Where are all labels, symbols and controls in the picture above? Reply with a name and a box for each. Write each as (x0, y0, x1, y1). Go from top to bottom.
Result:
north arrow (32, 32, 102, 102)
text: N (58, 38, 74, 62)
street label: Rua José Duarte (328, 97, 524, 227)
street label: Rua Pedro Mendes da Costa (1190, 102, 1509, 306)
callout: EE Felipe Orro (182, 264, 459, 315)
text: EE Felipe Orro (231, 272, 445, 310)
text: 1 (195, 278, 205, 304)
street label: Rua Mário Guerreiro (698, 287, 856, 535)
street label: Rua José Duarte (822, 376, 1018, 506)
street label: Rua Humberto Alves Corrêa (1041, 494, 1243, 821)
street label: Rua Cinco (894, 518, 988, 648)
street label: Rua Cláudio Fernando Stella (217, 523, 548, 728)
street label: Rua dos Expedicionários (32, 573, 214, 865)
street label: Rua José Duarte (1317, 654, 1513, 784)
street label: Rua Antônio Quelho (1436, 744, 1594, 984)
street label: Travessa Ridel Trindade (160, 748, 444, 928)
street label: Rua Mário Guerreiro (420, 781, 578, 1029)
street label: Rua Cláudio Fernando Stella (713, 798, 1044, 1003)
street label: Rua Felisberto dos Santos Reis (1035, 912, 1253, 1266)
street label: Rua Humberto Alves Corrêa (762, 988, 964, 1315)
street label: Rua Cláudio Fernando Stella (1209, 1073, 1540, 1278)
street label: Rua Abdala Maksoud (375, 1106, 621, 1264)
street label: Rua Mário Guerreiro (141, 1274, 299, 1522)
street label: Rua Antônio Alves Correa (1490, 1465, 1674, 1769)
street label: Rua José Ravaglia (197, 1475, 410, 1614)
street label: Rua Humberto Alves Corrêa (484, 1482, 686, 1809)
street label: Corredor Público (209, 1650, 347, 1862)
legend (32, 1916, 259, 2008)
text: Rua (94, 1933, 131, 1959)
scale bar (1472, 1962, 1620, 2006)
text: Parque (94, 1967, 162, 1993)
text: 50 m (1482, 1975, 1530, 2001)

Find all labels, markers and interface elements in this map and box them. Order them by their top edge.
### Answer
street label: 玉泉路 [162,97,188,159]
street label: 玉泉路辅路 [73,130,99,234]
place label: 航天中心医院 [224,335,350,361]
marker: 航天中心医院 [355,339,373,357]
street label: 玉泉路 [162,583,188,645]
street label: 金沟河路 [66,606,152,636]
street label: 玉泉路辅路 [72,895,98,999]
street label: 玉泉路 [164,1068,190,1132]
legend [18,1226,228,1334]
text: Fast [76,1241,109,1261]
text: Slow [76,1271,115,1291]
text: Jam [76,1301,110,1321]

· · ·

Problem details:
Whenever a line above includes "Fernando", copy it in full.

Task output:
street label: Rua Cláudio Fernando Stella (217, 523, 548, 728)
street label: Rua Cláudio Fernando Stella (713, 798, 1044, 1003)
street label: Rua Cláudio Fernando Stella (1209, 1073, 1540, 1278)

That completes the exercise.